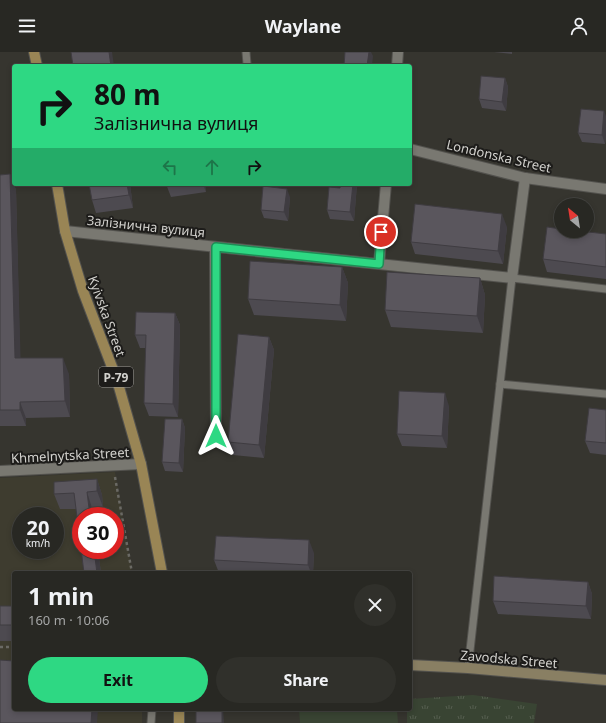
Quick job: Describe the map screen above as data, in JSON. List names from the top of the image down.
{
  "streets": {
    "main road": ["Kyivska Street", "Р-79"],
    "street": [
      "Londonska Street",
      "Залізнична вулиця",
      "Khmelnytska Street",
      "Zavodska Street"
    ]
  },
  "crossings": [
    ["Залізнична вулиця", "Kyivska Street"],
    ["Kyivska Street", "Khmelnytska Street"]
  ],
  "north": "top left",
  "page": {
    "header": "Waylane",
    "turn": ["80 m", "Залізнична вулиця"],
    "speed": "20 km/h",
    "limit": "30",
    "heading": ["1 min", "160 m · 10:06"],
    "buttons": ["Exit", "Share"]
  }
}
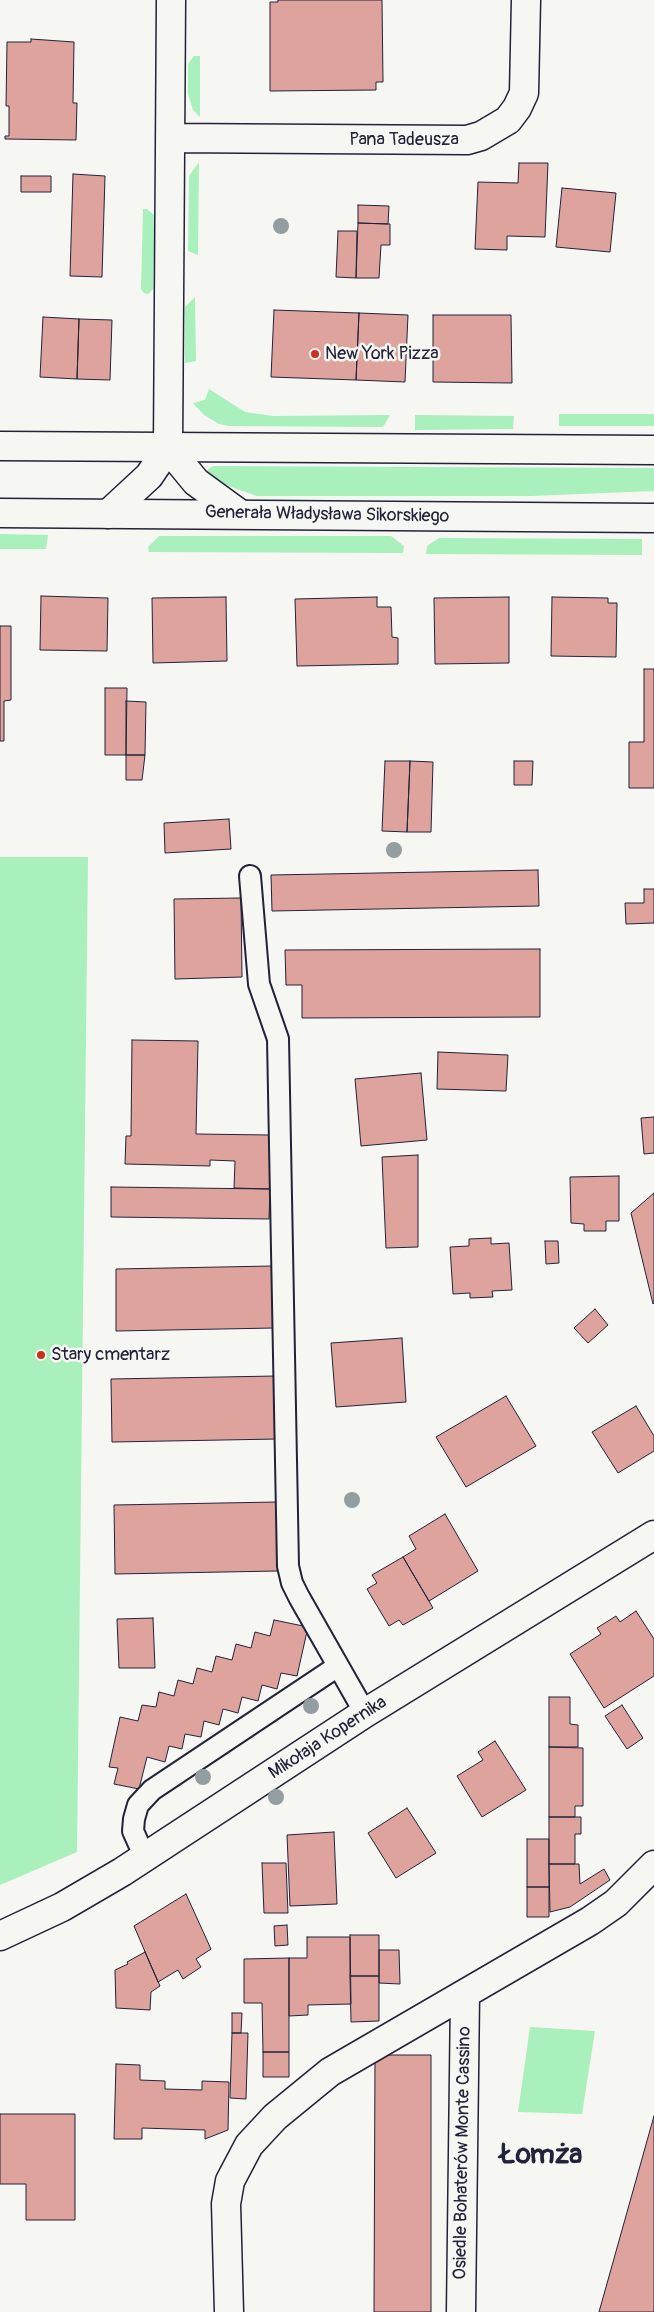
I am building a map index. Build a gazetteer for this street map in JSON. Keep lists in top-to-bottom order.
{
  "streets": {
    "street": [
      "Pana Tadeusza",
      "Generała Władysława Sikorskiego",
      "Mikołaja Kopernika",
      "Osiedle Bohaterów Monte Cassino"
    ]
  },
  "districts": ["Łomża"],
  "places": ["New York Pizza", "Stary cmentarz"]
}
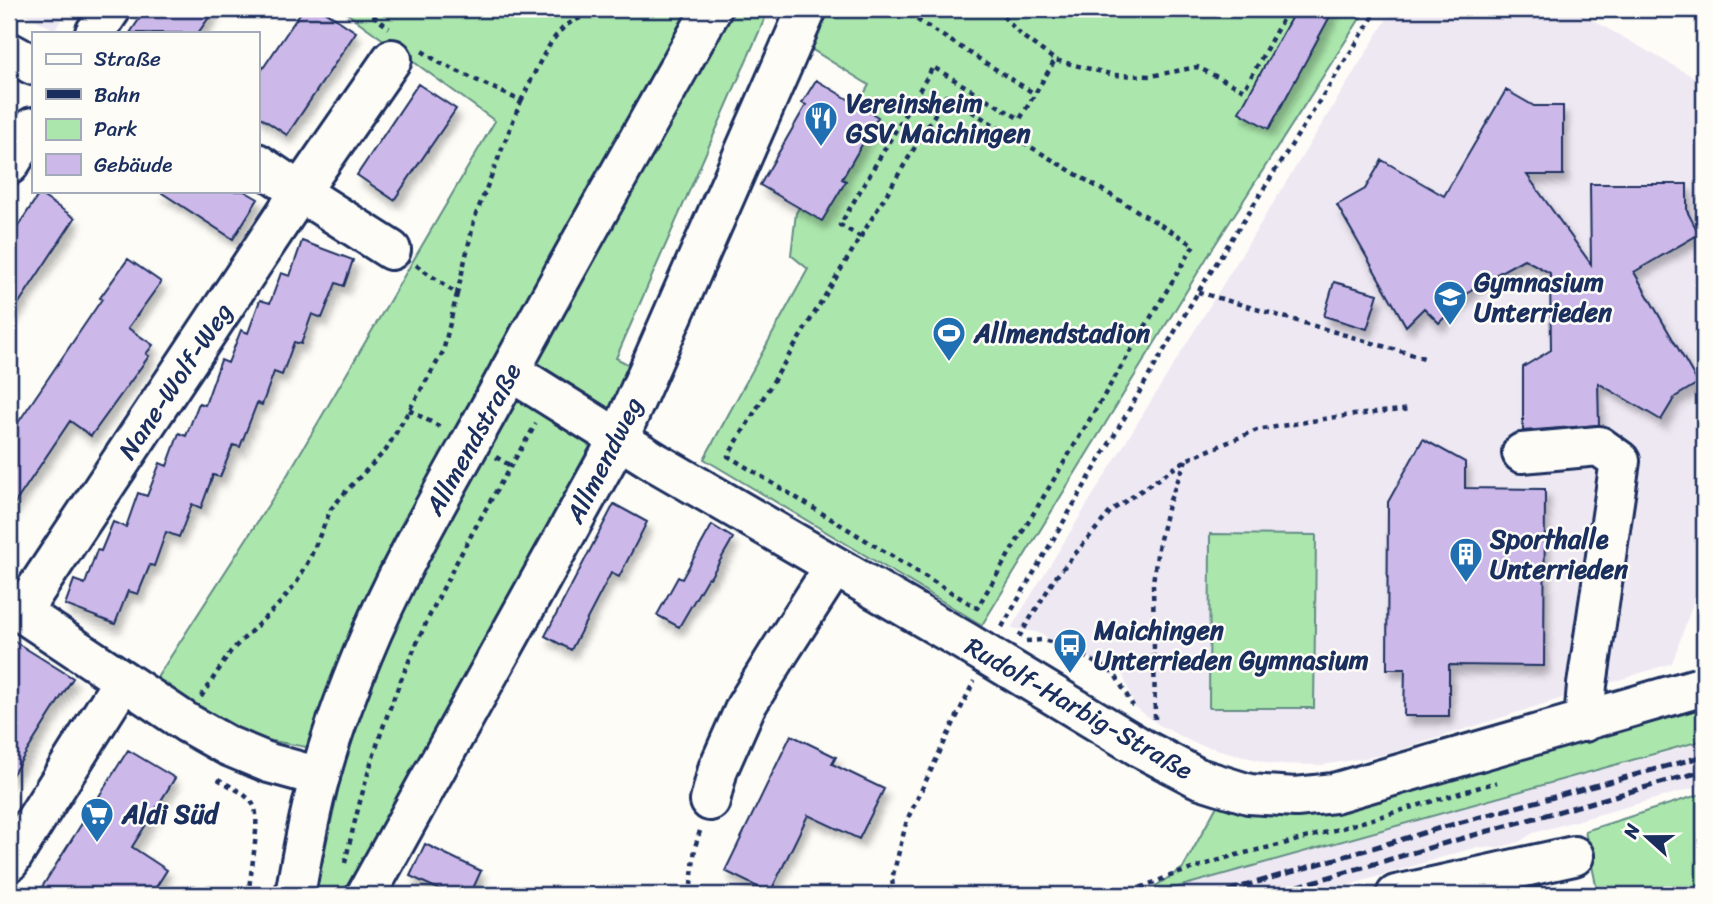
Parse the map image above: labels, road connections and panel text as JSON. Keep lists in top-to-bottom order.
{
  "streets": {
    "street": [
      "Nane-Wolf-Weg",
      "Allmendstraße",
      "Allmendweg",
      "Rudolf-Harbig-Straße"
    ]
  },
  "crossings": [
    ["Allmendstraße", "Rudolf-Harbig-Straße"],
    ["Allmendweg", "Rudolf-Harbig-Straße"]
  ],
  "places": {
    "restaurant": ["Vereinsheim GSV Maichingen"],
    "school or university": ["Gymnasium Unterrieden"],
    "sports": ["Allmendstadion"],
    "building": ["Sporthalle Unterrieden"],
    "bus stop": ["Maichingen Unterrieden Gymnasium"],
    "supermarket": ["Aldi Süd"]
  },
  "legend": [
    "Straße",
    "Bahn",
    "Park",
    "Gebäude"
  ],
  "north": "left"
}
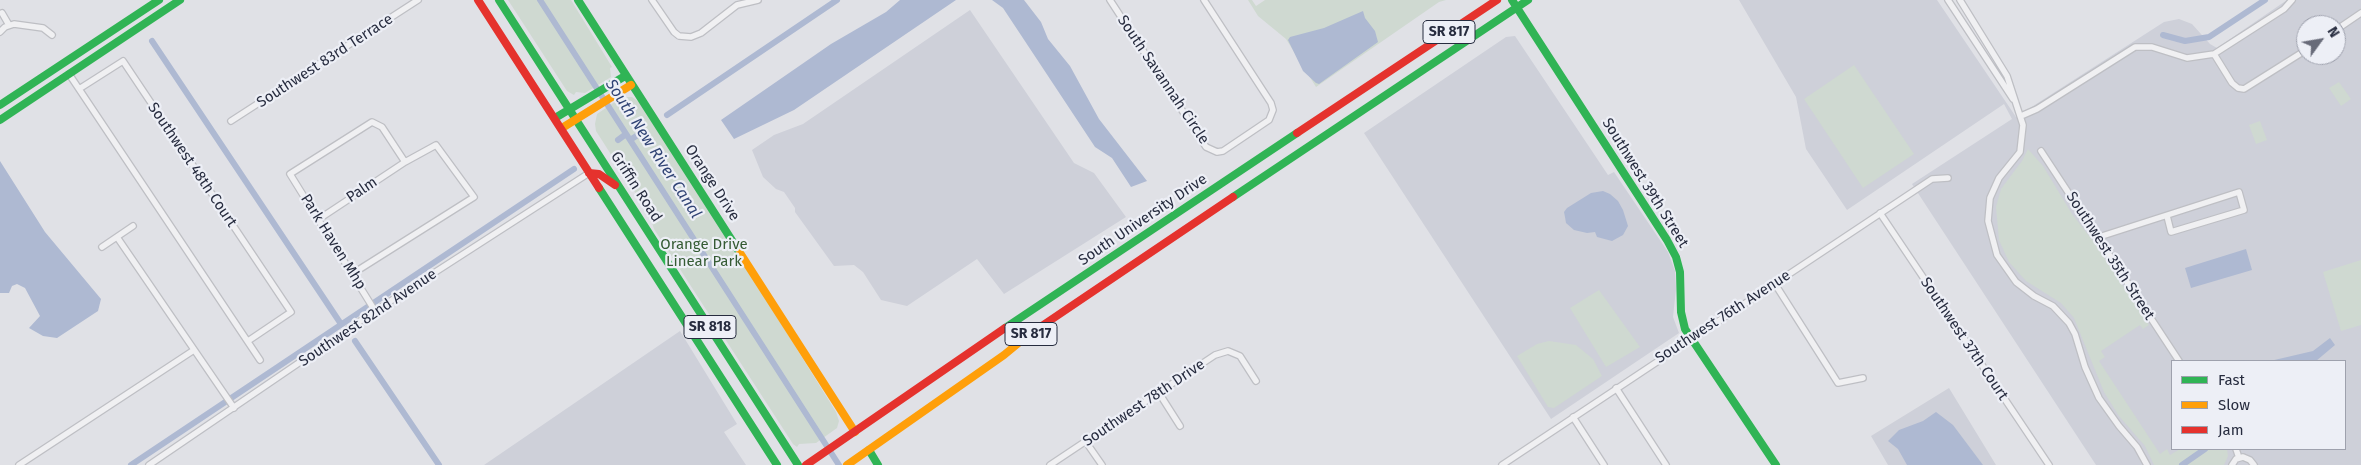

#### WORK INSTRUCTIONS
Reproduce the material word for word, minus the images.

#### REPLY
Quick job: Describe the map screen above as data, in JSON. List names from the top of the image down.
{
  "streets": {
    "main road": ["Kyivska Street", "Р-79"],
    "street": [
      "Londonska Street",
      "Залізнична вулиця",
      "Khmelnytska Street",
      "Zavodska Street"
    ]
  },
  "crossings": [
    ["Залізнична вулиця", "Kyivska Street"],
    ["Kyivska Street", "Khmelnytska Street"]
  ],
  "north": "top left",
  "page": {
    "header": "Waylane",
    "turn": ["80 m", "Залізнична вулиця"],
    "speed": "20 km/h",
    "limit": "30",
    "heading": ["1 min", "160 m · 10:06"],
    "buttons": ["Exit", "Share"]
  }
}
I am building a map index. Build a gazetteer for this street map in JSON. Keep lists in top-to-bottom order.
{
  "streets": {
    "street": [
      "Pana Tadeusza",
      "Generała Władysława Sikorskiego",
      "Mikołaja Kopernika",
      "Osiedle Bohaterów Monte Cassino"
    ]
  },
  "districts": ["Łomża"],
  "places": ["New York Pizza", "Stary cmentarz"]
}
Parse the map image above: labels, road connections and panel text as JSON. Keep lists in top-to-bottom order.
{
  "streets": {
    "street": [
      "Nane-Wolf-Weg",
      "Allmendstraße",
      "Allmendweg",
      "Rudolf-Harbig-Straße"
    ]
  },
  "crossings": [
    ["Allmendstraße", "Rudolf-Harbig-Straße"],
    ["Allmendweg", "Rudolf-Harbig-Straße"]
  ],
  "places": {
    "restaurant": ["Vereinsheim GSV Maichingen"],
    "school or university": ["Gymnasium Unterrieden"],
    "sports": ["Allmendstadion"],
    "building": ["Sporthalle Unterrieden"],
    "bus stop": ["Maichingen Unterrieden Gymnasium"],
    "supermarket": ["Aldi Süd"]
  },
  "legend": [
    "Straße",
    "Bahn",
    "Park",
    "Gebäude"
  ],
  "north": "left"
}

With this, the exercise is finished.